Exercise prompt: Please give back, word for word, only the lines starting at the one containing "M0,750L491,751L830,750" and ending at the one containing "<!-- ticks -->" within the material below.
*** Opening of Exercise materials ***
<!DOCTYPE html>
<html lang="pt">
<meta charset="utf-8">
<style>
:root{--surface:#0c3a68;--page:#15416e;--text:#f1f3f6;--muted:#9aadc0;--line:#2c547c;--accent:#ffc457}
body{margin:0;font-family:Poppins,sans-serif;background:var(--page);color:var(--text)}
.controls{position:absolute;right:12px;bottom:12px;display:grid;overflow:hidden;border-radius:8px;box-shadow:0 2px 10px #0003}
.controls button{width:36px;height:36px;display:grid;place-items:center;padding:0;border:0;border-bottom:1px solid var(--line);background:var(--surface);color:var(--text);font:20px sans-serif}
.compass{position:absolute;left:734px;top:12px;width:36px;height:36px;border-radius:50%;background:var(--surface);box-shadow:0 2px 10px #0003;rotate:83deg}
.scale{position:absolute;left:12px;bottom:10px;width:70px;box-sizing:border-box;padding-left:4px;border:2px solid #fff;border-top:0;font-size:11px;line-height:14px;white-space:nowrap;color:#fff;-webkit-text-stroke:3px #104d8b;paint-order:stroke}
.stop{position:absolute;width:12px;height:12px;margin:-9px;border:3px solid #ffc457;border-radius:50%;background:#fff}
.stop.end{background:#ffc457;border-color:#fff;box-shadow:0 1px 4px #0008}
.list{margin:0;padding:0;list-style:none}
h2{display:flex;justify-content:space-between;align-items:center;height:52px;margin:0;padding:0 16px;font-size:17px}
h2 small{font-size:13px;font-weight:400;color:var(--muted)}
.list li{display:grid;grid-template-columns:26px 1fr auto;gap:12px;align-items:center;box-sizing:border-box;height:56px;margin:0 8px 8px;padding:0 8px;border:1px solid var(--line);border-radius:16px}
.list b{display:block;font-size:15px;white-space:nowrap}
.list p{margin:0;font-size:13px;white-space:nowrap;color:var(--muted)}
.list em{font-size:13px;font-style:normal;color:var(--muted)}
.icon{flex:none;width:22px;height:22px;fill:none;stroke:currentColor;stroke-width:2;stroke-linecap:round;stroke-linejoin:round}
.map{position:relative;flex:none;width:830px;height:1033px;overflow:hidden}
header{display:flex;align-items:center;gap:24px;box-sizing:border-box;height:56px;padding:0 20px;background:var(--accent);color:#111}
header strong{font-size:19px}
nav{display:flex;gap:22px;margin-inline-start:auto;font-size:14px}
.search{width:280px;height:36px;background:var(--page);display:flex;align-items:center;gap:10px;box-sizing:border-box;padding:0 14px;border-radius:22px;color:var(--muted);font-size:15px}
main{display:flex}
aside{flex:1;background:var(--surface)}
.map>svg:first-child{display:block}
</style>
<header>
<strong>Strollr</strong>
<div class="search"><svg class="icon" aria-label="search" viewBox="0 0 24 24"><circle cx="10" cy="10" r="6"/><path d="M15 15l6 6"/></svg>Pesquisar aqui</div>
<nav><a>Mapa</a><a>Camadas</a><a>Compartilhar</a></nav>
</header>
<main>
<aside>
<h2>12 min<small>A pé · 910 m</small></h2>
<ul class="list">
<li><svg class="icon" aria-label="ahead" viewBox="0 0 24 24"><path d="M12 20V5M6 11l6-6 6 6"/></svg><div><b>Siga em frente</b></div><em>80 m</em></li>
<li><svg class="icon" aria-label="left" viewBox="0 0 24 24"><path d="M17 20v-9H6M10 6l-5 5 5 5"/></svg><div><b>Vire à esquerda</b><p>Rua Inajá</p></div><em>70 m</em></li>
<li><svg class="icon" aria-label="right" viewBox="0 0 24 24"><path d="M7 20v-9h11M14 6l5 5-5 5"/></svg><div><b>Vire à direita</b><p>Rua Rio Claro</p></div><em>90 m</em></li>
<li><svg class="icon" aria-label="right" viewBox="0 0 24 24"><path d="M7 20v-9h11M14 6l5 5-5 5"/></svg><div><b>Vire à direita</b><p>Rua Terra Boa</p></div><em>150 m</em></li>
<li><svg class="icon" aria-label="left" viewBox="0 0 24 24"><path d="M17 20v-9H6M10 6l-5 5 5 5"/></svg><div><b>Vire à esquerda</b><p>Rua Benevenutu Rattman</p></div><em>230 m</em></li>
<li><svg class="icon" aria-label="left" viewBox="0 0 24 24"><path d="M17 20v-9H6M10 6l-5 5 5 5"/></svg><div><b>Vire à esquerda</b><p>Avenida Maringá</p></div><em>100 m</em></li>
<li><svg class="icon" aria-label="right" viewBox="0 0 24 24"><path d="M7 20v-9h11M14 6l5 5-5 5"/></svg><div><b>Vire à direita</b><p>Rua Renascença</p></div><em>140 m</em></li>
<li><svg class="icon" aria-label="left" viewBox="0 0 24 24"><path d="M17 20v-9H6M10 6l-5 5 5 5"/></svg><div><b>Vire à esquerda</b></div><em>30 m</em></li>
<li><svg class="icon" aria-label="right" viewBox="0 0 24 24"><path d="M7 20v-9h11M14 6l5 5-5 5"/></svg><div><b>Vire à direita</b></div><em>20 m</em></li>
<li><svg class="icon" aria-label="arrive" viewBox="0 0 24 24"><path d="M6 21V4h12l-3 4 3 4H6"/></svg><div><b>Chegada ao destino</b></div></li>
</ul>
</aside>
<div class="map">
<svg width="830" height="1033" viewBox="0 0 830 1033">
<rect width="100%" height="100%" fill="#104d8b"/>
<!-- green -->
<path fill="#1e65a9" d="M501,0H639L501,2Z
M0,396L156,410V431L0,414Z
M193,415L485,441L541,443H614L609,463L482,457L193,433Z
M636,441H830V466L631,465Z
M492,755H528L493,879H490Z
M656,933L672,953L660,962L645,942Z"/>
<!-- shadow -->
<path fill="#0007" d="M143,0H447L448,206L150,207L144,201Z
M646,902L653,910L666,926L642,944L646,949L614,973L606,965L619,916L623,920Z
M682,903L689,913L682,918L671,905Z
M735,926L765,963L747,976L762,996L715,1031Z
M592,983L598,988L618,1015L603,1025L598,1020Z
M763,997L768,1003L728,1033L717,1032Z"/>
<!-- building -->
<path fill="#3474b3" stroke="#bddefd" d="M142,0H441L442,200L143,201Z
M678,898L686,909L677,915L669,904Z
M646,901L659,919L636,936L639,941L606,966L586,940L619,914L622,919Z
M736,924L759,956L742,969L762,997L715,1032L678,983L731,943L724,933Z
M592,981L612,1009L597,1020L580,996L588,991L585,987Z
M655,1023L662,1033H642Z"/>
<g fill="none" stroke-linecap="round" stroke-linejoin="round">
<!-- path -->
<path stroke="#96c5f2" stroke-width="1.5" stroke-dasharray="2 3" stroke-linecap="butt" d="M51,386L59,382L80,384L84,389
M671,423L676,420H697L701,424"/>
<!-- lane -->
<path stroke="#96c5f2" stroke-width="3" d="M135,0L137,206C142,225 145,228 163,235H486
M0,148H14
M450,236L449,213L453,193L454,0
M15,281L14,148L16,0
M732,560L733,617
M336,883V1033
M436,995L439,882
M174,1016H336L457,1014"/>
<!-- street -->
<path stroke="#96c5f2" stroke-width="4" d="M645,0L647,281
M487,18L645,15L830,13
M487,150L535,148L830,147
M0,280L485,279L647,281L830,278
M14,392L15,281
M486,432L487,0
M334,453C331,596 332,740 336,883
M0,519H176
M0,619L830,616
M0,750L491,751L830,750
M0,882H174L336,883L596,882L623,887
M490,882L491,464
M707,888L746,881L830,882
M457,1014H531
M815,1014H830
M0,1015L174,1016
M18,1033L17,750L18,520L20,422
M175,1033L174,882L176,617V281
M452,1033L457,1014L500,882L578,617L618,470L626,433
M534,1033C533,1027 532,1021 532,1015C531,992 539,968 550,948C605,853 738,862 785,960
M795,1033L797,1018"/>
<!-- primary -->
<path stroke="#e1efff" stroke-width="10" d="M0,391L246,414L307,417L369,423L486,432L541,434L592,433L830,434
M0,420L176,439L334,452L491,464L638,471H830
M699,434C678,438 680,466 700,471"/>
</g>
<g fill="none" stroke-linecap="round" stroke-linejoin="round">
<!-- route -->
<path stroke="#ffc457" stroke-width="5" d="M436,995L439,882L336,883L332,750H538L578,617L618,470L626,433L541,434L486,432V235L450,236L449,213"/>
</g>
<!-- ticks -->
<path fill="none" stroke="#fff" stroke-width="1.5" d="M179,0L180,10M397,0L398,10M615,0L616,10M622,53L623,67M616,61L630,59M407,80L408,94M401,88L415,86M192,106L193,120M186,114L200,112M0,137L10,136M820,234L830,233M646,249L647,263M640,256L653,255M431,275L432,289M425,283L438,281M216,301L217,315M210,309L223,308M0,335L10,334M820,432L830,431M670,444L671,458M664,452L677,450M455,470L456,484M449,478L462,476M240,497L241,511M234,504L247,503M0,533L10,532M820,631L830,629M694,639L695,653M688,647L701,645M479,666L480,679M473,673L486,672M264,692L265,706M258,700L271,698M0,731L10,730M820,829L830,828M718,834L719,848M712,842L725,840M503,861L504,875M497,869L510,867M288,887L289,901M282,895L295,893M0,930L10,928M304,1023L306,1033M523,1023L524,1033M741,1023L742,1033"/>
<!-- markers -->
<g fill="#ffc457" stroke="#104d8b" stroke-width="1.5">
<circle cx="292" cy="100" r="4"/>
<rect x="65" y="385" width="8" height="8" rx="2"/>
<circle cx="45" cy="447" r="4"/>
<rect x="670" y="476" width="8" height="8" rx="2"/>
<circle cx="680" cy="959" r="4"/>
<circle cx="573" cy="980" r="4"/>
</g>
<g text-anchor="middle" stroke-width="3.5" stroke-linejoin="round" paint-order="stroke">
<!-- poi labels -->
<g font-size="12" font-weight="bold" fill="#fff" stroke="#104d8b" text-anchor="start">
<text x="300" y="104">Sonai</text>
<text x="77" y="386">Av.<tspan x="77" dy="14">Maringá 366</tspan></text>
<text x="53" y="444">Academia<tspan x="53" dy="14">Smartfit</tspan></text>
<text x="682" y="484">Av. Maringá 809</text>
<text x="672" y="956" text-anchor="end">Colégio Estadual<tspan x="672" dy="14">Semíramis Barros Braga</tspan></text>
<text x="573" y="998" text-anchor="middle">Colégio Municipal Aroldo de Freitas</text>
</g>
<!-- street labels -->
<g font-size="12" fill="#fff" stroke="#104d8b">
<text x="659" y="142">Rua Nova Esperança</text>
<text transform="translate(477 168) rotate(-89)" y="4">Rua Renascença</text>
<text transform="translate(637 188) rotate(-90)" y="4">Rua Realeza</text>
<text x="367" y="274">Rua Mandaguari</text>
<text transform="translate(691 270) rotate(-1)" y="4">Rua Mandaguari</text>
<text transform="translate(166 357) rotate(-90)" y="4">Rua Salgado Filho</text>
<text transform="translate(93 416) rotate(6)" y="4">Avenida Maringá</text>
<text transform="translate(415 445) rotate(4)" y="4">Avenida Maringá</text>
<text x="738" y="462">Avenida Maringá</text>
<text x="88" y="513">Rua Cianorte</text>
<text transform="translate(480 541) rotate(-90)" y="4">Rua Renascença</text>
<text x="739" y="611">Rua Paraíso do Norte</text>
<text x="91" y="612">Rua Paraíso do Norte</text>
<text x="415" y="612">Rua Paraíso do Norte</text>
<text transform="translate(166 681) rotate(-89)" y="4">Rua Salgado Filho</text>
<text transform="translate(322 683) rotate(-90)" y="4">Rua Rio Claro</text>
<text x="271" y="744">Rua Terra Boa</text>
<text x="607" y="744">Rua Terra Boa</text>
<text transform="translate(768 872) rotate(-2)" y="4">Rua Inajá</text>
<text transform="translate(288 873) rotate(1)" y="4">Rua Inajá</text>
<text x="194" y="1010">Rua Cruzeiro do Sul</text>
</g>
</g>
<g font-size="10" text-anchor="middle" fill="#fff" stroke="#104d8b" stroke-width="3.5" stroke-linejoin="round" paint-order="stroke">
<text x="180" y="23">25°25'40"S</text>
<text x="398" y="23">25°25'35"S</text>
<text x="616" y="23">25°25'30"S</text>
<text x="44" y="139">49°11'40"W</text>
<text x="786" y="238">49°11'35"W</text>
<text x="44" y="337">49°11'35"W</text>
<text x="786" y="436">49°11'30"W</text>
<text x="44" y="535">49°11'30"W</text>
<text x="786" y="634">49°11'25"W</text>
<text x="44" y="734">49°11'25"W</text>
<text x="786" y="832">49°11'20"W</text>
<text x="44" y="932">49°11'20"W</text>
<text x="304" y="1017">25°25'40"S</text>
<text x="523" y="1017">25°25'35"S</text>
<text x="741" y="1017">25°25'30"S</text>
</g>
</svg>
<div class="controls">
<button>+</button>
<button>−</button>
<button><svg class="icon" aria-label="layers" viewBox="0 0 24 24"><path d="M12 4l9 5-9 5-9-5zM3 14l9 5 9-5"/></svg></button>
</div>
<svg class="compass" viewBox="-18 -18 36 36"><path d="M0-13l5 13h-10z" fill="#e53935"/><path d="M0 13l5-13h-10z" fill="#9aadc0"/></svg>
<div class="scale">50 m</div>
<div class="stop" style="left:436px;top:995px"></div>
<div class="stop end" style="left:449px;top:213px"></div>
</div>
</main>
*** Close of Exercise materials ***
Response below:
M0,750L491,751L830,750
M0,882H174L336,883L596,882L623,887
M490,882L491,464
M707,888L746,881L830,882
M457,1014H531
M815,1014H830
M0,1015L174,1016
M18,1033L17,750L18,520L20,422
M175,1033L174,882L176,617V281
M452,1033L457,1014L500,882L578,617L618,470L626,433
M534,1033C533,1027 532,1021 532,1015C531,992 539,968 550,948C605,853 738,862 785,960
M795,1033L797,1018"/>
<!-- primary -->
<path stroke="#e1efff" stroke-width="10" d="M0,391L246,414L307,417L369,423L486,432L541,434L592,433L830,434
M0,420L176,439L334,452L491,464L638,471H830
M699,434C678,438 680,466 700,471"/>
</g>
<g fill="none" stroke-linecap="round" stroke-linejoin="round">
<!-- route -->
<path stroke="#ffc457" stroke-width="5" d="M436,995L439,882L336,883L332,750H538L578,617L618,470L626,433L541,434L486,432V235L450,236L449,213"/>
</g>
<!-- ticks -->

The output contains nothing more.